# Ghetto mini bike



## rusty.kirkpatrick (Jun 4, 2017)

http://rover.ebay.com/rover/1/711-5...0001&campid=5335809022&icep_item=322532822334


----------



## bricycle (Jun 5, 2017)

Not bad.... design wise


----------



## Boris (Jun 5, 2017)

I like the guys story on ebay. Saw this bike and instantly thought of those old ads in Boys Life. Reminiscent of the stuff we used to do 50 years ago. Funny how many lawn mowers went missing in the neighborhoods back then.


----------



## vincev (Jun 5, 2017)

Dave Marko said:


> I like the guys story on ebay. Saw this bike and instantly thought of those old ads in Boys Life. Reminiscent of the stuff we used to do 50 years ago. Funny how many lawn mowers went missing in the neighborhoods back then.

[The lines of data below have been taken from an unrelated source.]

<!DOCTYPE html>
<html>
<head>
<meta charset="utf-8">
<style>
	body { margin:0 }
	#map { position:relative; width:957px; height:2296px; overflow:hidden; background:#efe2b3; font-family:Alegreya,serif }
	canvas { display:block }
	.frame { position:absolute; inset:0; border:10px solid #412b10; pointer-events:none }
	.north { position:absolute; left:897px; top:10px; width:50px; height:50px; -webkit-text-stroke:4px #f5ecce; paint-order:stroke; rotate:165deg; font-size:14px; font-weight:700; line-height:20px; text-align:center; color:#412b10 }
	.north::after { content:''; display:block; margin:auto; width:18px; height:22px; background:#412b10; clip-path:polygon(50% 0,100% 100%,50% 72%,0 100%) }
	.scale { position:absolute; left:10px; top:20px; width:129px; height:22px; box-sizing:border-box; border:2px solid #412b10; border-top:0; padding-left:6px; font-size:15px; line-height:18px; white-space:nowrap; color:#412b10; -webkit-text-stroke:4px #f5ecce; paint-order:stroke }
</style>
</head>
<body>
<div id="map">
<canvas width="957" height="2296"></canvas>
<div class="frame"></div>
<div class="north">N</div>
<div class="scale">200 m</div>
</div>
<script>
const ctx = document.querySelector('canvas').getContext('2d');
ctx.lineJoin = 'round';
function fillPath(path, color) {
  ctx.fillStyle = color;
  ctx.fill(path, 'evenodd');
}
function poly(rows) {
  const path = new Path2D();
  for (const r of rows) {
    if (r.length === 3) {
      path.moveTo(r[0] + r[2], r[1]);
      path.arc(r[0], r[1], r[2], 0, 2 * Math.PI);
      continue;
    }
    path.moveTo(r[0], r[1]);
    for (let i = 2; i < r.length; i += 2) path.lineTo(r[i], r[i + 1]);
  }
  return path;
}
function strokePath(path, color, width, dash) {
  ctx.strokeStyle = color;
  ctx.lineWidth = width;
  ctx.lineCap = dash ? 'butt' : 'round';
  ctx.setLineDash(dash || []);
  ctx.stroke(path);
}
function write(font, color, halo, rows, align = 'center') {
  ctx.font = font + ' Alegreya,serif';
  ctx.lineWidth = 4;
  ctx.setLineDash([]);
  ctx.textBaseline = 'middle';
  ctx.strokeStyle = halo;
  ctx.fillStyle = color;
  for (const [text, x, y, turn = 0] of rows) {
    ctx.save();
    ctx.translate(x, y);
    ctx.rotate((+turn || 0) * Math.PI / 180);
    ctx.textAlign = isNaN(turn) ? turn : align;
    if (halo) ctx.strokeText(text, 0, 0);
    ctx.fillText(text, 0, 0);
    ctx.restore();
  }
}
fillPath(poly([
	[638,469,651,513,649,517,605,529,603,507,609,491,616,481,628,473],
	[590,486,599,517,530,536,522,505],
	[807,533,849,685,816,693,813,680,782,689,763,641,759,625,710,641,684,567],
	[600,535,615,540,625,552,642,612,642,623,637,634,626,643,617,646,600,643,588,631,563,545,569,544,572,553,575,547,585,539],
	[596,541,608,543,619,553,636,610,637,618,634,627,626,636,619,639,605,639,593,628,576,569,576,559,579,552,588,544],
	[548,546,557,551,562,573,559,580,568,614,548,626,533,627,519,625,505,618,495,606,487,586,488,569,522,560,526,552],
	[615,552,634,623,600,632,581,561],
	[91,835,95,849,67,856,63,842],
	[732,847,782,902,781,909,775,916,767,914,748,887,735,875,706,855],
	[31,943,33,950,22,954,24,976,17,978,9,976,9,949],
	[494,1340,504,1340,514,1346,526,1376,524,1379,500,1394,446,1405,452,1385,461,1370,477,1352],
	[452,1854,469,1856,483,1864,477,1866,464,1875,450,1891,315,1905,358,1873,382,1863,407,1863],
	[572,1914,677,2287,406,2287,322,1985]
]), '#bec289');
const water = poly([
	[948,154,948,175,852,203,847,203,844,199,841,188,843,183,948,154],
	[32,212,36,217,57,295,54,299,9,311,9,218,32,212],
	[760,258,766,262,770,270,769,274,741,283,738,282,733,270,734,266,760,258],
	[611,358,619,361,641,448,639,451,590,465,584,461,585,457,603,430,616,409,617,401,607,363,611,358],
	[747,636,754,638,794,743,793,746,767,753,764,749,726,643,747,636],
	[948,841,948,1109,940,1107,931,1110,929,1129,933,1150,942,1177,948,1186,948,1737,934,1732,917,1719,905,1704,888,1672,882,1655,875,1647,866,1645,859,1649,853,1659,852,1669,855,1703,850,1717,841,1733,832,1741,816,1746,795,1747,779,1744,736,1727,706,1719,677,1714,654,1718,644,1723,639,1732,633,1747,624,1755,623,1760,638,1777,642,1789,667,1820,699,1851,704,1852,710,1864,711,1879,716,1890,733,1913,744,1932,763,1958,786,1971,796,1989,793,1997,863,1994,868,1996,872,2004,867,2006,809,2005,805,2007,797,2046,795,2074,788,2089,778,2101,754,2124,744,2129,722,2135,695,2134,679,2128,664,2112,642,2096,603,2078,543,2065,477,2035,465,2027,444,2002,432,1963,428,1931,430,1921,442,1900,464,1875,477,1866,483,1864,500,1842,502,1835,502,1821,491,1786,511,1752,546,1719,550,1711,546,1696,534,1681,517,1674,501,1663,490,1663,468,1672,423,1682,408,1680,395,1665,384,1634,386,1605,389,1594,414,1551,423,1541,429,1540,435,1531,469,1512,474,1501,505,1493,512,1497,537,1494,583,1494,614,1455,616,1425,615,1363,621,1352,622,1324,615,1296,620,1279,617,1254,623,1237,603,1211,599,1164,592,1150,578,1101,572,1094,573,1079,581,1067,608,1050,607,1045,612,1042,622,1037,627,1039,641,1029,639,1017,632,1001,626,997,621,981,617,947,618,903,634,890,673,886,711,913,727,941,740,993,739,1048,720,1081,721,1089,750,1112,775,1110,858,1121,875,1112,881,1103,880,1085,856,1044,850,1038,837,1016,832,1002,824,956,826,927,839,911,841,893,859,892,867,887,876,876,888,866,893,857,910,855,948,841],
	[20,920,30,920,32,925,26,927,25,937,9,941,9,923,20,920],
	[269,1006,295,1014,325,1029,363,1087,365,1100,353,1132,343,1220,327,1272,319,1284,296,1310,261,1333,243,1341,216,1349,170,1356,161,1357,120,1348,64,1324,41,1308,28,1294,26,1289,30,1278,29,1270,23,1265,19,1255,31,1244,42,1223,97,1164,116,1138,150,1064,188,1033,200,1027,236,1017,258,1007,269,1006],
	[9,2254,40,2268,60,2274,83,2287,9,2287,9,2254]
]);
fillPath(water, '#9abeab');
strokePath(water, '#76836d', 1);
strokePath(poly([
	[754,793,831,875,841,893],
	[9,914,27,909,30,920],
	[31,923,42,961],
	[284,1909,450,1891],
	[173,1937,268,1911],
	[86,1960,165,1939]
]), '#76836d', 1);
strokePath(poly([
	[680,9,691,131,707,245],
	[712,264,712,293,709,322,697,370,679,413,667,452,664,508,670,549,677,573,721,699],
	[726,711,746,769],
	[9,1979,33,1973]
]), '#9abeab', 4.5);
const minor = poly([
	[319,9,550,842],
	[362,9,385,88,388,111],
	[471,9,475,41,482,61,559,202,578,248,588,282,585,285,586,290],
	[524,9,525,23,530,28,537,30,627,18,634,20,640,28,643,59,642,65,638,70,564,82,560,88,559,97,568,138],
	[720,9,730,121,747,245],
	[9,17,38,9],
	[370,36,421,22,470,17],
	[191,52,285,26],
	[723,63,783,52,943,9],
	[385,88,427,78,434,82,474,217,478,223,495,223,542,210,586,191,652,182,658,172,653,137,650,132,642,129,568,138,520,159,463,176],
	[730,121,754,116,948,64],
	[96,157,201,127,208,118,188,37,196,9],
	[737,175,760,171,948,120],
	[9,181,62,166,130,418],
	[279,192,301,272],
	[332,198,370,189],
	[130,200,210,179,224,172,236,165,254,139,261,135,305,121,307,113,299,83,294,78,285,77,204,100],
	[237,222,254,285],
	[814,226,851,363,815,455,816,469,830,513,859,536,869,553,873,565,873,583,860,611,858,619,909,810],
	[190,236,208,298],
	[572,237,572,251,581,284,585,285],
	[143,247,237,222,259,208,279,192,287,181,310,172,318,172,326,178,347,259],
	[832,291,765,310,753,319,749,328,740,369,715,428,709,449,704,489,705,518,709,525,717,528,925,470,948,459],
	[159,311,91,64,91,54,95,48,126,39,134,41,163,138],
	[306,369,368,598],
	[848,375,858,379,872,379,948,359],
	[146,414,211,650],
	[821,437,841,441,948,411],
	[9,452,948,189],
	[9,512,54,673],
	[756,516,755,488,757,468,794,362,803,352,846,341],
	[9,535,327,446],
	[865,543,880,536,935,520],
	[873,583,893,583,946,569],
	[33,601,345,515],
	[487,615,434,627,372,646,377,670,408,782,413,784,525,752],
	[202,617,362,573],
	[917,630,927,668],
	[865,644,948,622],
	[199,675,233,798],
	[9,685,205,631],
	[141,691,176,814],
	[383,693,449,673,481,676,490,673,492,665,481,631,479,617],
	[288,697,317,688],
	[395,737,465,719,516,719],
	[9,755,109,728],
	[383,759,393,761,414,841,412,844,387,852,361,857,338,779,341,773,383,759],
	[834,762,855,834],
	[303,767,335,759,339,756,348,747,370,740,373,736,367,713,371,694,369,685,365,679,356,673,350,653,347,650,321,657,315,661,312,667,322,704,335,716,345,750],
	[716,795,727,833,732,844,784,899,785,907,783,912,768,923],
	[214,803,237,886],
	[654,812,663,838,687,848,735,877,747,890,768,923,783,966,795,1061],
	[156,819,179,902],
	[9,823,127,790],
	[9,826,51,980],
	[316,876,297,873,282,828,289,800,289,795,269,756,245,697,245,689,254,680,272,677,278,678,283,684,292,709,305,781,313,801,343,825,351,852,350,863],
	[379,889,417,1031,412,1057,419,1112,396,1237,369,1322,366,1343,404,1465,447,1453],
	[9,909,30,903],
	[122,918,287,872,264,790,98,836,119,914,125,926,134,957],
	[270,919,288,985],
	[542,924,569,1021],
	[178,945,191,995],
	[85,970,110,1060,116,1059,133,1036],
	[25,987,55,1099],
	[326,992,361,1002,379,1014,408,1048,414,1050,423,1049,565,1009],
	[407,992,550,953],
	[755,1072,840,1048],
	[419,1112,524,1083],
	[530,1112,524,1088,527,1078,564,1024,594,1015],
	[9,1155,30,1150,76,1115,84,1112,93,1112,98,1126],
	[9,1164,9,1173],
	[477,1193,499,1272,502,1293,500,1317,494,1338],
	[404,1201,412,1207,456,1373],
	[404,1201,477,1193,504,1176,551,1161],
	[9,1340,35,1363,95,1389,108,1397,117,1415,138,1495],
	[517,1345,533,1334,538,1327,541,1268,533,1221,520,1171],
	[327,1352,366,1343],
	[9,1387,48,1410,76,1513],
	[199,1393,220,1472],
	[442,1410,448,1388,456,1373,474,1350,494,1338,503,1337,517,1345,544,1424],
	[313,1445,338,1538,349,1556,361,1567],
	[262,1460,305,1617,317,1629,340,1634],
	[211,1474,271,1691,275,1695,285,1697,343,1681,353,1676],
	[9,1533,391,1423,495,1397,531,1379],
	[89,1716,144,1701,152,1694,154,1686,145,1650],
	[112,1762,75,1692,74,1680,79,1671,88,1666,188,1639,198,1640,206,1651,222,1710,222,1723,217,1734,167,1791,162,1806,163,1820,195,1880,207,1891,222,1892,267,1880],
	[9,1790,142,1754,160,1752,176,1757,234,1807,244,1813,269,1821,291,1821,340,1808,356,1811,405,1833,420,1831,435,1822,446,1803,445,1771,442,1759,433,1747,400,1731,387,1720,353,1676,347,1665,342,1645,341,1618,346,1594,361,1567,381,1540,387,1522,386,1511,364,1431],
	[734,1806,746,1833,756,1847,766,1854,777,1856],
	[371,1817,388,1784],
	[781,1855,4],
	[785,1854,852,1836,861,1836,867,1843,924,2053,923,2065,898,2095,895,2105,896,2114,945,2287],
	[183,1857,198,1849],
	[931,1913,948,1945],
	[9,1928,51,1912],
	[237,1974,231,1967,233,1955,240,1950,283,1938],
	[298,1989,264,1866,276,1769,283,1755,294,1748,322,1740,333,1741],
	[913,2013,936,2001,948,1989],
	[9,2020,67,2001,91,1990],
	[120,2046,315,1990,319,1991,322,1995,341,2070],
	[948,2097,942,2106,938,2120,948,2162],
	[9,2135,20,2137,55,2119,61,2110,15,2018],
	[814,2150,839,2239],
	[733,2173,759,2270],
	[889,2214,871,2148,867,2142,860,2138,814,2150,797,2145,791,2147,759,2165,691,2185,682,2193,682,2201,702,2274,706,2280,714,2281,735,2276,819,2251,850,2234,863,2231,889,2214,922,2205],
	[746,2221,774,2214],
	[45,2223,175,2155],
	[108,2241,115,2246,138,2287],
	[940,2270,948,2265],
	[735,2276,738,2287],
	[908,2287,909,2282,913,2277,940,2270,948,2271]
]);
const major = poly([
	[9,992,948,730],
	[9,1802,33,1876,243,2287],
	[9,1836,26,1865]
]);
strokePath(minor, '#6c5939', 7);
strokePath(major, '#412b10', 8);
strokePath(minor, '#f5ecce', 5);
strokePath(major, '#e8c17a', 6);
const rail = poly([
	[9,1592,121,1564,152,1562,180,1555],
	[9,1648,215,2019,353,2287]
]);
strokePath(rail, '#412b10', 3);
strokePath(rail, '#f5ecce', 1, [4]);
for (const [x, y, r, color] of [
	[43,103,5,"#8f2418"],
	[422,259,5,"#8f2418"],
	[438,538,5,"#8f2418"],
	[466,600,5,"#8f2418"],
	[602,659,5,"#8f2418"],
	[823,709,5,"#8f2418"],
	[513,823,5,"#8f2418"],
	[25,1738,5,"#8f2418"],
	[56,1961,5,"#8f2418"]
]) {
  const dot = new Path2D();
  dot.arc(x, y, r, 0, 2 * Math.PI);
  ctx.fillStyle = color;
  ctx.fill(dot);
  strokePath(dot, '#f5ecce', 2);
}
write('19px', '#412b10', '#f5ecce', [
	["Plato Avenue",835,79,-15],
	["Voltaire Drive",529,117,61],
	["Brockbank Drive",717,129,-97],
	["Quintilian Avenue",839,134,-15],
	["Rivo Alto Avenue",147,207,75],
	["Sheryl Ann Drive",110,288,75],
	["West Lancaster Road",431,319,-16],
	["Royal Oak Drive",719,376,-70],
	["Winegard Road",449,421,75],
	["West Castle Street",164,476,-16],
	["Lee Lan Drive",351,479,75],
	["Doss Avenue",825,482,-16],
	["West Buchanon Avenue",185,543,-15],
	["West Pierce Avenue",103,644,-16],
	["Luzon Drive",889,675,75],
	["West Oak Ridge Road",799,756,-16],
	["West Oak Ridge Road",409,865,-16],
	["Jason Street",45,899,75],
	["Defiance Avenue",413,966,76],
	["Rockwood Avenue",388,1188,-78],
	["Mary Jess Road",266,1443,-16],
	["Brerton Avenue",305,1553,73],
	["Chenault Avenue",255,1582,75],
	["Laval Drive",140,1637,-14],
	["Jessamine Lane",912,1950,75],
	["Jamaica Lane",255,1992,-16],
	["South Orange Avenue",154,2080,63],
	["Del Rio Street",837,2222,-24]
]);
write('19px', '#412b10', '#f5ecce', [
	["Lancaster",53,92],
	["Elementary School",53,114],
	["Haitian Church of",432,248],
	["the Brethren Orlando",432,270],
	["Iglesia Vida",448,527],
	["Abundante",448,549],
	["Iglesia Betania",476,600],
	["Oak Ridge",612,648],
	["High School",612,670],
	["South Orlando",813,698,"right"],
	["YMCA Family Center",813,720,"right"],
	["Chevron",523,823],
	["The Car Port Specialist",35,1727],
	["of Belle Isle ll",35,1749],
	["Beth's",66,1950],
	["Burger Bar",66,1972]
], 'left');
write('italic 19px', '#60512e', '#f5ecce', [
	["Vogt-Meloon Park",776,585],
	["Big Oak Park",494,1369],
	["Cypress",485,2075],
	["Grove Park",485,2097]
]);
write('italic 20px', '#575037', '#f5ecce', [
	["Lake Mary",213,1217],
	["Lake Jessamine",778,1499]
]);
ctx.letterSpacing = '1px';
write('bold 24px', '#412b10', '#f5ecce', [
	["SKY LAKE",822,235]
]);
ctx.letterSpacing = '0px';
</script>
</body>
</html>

Wasnt Boys Life where you got your X-Ray glasses that you tried on the neighbor girl ?


----------



## Boris (Jun 5, 2017)

vincev said:


> Wasnt Boys Life where you got your X-Ray glasses that you tried on the neighbor girl ?



...and the book on how to hypnotize women. Any Boy Scout in our troop that brought a minimum of one hypnotized woman to a meeting, got a merit badge. The scoutmaster was sure surprised when two of my scout buddies and I brought 45 of 'em in one night. We still only got one badge apiece though.


----------